Tell how many lines below include the word "function". Only the number should appear.

Stored items:
____________

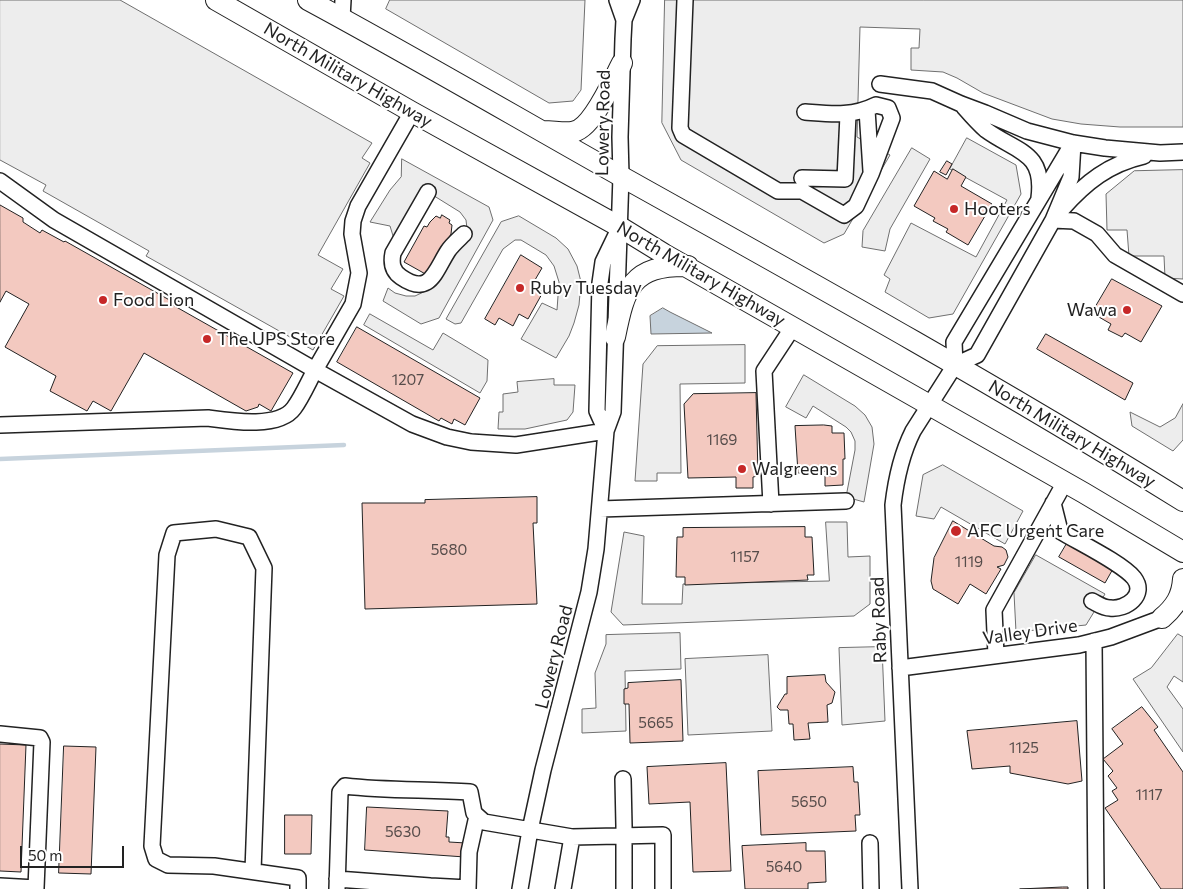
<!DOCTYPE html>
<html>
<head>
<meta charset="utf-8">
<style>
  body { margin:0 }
  #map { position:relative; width:1183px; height:889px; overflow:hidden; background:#fff; font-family:Commissioner,sans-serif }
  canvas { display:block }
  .scale { position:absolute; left:20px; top:846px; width:104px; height:22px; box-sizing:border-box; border:2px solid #222; border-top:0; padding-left:6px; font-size:15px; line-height:18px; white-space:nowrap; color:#222; -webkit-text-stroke:4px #fff; paint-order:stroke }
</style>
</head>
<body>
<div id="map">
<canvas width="1183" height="889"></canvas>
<div class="scale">50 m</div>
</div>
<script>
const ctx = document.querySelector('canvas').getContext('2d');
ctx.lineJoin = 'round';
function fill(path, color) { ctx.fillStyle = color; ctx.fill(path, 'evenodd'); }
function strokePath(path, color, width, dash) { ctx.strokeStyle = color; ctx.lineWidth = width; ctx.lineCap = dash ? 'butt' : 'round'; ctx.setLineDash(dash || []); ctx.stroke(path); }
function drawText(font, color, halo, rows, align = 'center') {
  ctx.font = font + ' Commissioner,sans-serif'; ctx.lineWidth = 4; ctx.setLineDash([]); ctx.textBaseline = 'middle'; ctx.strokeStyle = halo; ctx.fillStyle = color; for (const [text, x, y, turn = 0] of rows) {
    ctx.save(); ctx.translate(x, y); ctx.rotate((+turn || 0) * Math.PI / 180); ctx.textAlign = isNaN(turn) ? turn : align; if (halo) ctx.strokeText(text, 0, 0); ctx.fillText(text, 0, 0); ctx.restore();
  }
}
const parking = new Path2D(`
  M0,0H120L372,143L362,158L370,163L318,255L343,269L331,289L344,296L313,350L146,256L149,251L43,191L46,185L0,160Z
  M390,0H585L581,90L573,101L549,103L386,9Z
  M665,0H1183V127H1120L1081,124L1052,119L983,93L957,78L943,72L911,70V48H919L920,29L860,27L857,137L890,155L844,234L824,243L681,160L662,123Z
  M967,138L1016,165L1021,194L953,314L929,318L885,292L890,279L884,275L911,223L976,257L1007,200L950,169Z
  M912,148L930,159L890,229L885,251L862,247L863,231Z
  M402,159L489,207L493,220L439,318L421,324L383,301L388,288L395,293L406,296H415L430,289L437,282L467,229L466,220L460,212L431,194L398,252L390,226L370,222L390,190L401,177Z
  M1183,170V279L1165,278L1164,256H1129L1127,230H1107L1106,194L1134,171Z
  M519,216L556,238L568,249L577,266L581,282L579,305L574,323L569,336L556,358L521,339L542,303L557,310L559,282L554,266L546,255L521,240H515L503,249L461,323L455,324L446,319L501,222Z
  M370,314L433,350L443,333L488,360L487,381L480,393L364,325Z
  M745,345V383L680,384L681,473H657V481H635L643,364L657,346Z
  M804,375L855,406L865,415L872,427L874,444L864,502L846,497L855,450V441L851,432L846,427L813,406L806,418L786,407Z
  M554,379V385H575L573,412L567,420L525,429H498L499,412H503V394L518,392L517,382Z
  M1183,404V440L1173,451L1132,426L1130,412L1160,427L1175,418Z
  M943,465L1023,511L1005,544L941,507L934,519L916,516L923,475Z
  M826,522H847L848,557L870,556V604L854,616L623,625L611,612L624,532L644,536L642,604H682L683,584L829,581Z
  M1036,555L1105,594L1086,625L1016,632L1014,593Z
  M680,633L681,669L625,671L626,731L582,733V709L596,708L595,673L606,644V635Z
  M1178,634L1183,637V682L1174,676L1167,687L1183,709V752L1133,679L1151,668Z
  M882,647L885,721L842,725L839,648Z
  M768,655L772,731L688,735L685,659Z`);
fill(parking, '#ededed');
strokePath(parking, '#6f6f6f', 1);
const water = new Path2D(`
  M663,308L670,312L712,333L651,334L650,316Z`);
fill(water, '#c7d3dd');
strokePath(water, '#6f6f6f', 1);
strokePath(new Path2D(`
  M0,459L344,445`), '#c7d3dd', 4.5);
const building = new Path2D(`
  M947,161L952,164L946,175L940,172Z
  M953,169L966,177L961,186L992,204L968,245L946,232L948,229L933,221L935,218L914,206L934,171L947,179Z
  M0,205L23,218V222L40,233L42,230L64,242L65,241L173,302L171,304L293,373L271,411L259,404L258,407L246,411L144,353L111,411L93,401L87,411L50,391L56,376L5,347L29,304L6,291L0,302Z
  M442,215L450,220L449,223L452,225L451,234L429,276L404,262L424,226L427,227L430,222L436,216L440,218Z
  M521,255L542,268L532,285L543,292L528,319L519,314L513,326L499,318L495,325L485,319Z
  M1112,279L1162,306L1141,342L1125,333L1122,337L1108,330L1111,324L1092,313Z
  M357,327L480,398L465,425L454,419L452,424L441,418L439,421L337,362Z
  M1046,334L1133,383L1125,400L1037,349Z
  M756,393L758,476L753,477V488H736V477L688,478L684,404L693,394Z
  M824,425L832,426V433H844L845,459H843V485L825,486V476H831V471L798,473L795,426Z
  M537,497V523H533L537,604L365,609L362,503H425V500Z
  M953,521L994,546L1002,547L1006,550L1008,557L1004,565L997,567L1001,569L986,594L970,584L958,604L933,589L931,581L934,558Z
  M805,527V537H812L814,575H807L808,580L685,585V577H676L677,537H683V528Z
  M1069,540L1114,567L1105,583L1059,557Z
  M825,675L826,682L835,692L832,703L827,705L828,722L808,723L810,739L794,740L793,724H789L788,710H780L777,707L785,694H787V677Z
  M681,680L683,741L630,743L629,704H624V689L628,688V683Z
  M1142,707L1158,727L1154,730L1183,772V889H1161L1105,808L1118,800L1112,791L1117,788L1108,776L1113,771L1103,759L1123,744L1112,729Z
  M1077,721L1082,781L1068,784L1010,773V766L972,769L967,731Z
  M0,744L26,745L21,872L0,871Z
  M64,746L96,747L91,874L59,873Z
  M726,763L731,871L693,872L690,802L649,804L647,767Z
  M853,767L854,782H858L860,815H855L856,831L761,835L758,771Z
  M367,807L448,811L446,837H449V842L466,843L465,857L365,850Z
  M285,815H312L311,854H285Z
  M806,843V851H825L826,882L808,883V889H745L742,846Z
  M1063,887H1068V889H1020Z`);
fill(building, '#f3c9c0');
strokePath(building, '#222', 1);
const minor = new Path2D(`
  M617,0L624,20
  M685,0L680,128L683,135L778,191H802L844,215L856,206L871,174L892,118L888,108L876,105C852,117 831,114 805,112
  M342,18L343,0
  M880,84L932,91L961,104L985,113L1027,131L1073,143L1105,148L1160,153L1183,152
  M964,107C971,115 978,123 986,130C1016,152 1045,151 1039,198
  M867,110L871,171
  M412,112L358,206L353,221L352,234L359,273L353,304L315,370L412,424L447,437L471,442L516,445L606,431
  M802,178L845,179L848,115
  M0,181L54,220L315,370C308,383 302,397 294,408C279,429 230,421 208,418L0,425
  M428,192L393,253C391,263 392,271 401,277C430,297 435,271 448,251C452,245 459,239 464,234
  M1062,209C1086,182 1109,164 1144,156
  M1053,220L1074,221L1097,234L1115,255L1183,294
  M955,365L977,355L1053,220L1071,177L1073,143
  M955,365L954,342L1071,146
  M606,431L597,411L600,283L603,262L617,233
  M1053,503L1060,531C1078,542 1122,563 1134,578C1147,595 1126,610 1110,608C1103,608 1098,604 1092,601
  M771,504L764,371L793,327
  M600,509L846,501
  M1094,641L1096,889
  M996,655L994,610L1065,482
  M900,668L1079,645L1111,637L1162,618
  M0,734L40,738L42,742L36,888L0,886
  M623,779L624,826V889
  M572,837L663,835V889
  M870,843L871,889
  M253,871L264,568L249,537L216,529L174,533L167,555L152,846L156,859L168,865L214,866L298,878V889
  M337,879L430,886
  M337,889L340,792L345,786C387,791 429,789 470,792L474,813L484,822L572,837L563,889
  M430,889V886L468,888
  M468,889L469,852L477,816
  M520,889L530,830L543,770L589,592L596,549L606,431L613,412L621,176L620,137L623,39L624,20L632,0
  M910,889L893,505C896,479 901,455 913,431L955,365`);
const major = new Path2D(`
  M216,0L412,112L620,227L664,254L1084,493L1183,552
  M308,0C412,56 514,116 617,174C807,280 998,386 1183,501
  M544,131C553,131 563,133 572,132C592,130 613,80 622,63
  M615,337C625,288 631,265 688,266
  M1162,618C1175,607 1182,596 1183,579`);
strokePath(minor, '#222', 18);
strokePath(major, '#222', 22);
strokePath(minor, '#fff', 15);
strokePath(major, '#fff', 20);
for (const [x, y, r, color] of [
  [954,209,5,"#c62828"],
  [520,288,5,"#c62828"],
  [103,300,5,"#c62828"],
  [1127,310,5,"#c62828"],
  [207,339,5,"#c62828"],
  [742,469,5,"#c62828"],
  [956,531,6,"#c62828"]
]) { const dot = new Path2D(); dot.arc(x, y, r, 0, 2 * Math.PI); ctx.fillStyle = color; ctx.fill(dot); strokePath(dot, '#fff', 2); }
drawText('15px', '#564c4a', null, [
  ["1207",408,380],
  ["1169",722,440],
  ["5680",449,550],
  ["1157",745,557],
  ["1119",969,562],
  ["5665",656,723],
  ["1125",1024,748],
  ["1117",1149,795],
  ["5650",809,802],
  ["5630",403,832],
  ["5640",784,867]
]);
drawText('18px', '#222', '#fff', [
  ["North Military Highway",348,75,30],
  ["Lowery Road",603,123,-89],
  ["North Military Highway",701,274,30],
  ["North Military Highway",1072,434,31],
  ["Raby Road",879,620,-92],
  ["Valley Drive",1030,632,-8],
  ["Lowery Road",554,657,-76]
]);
drawText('18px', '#222', '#fff', [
  ["Hooters",964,209],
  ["Ruby Tuesday",530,288],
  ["Food Lion",113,300],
  ["Wawa",1117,310,"right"],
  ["The UPS Store",217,339],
  ["Walgreens",752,469],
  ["AFC Urgent Care",967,531]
], 'left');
</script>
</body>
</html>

____________

— Written solution —
3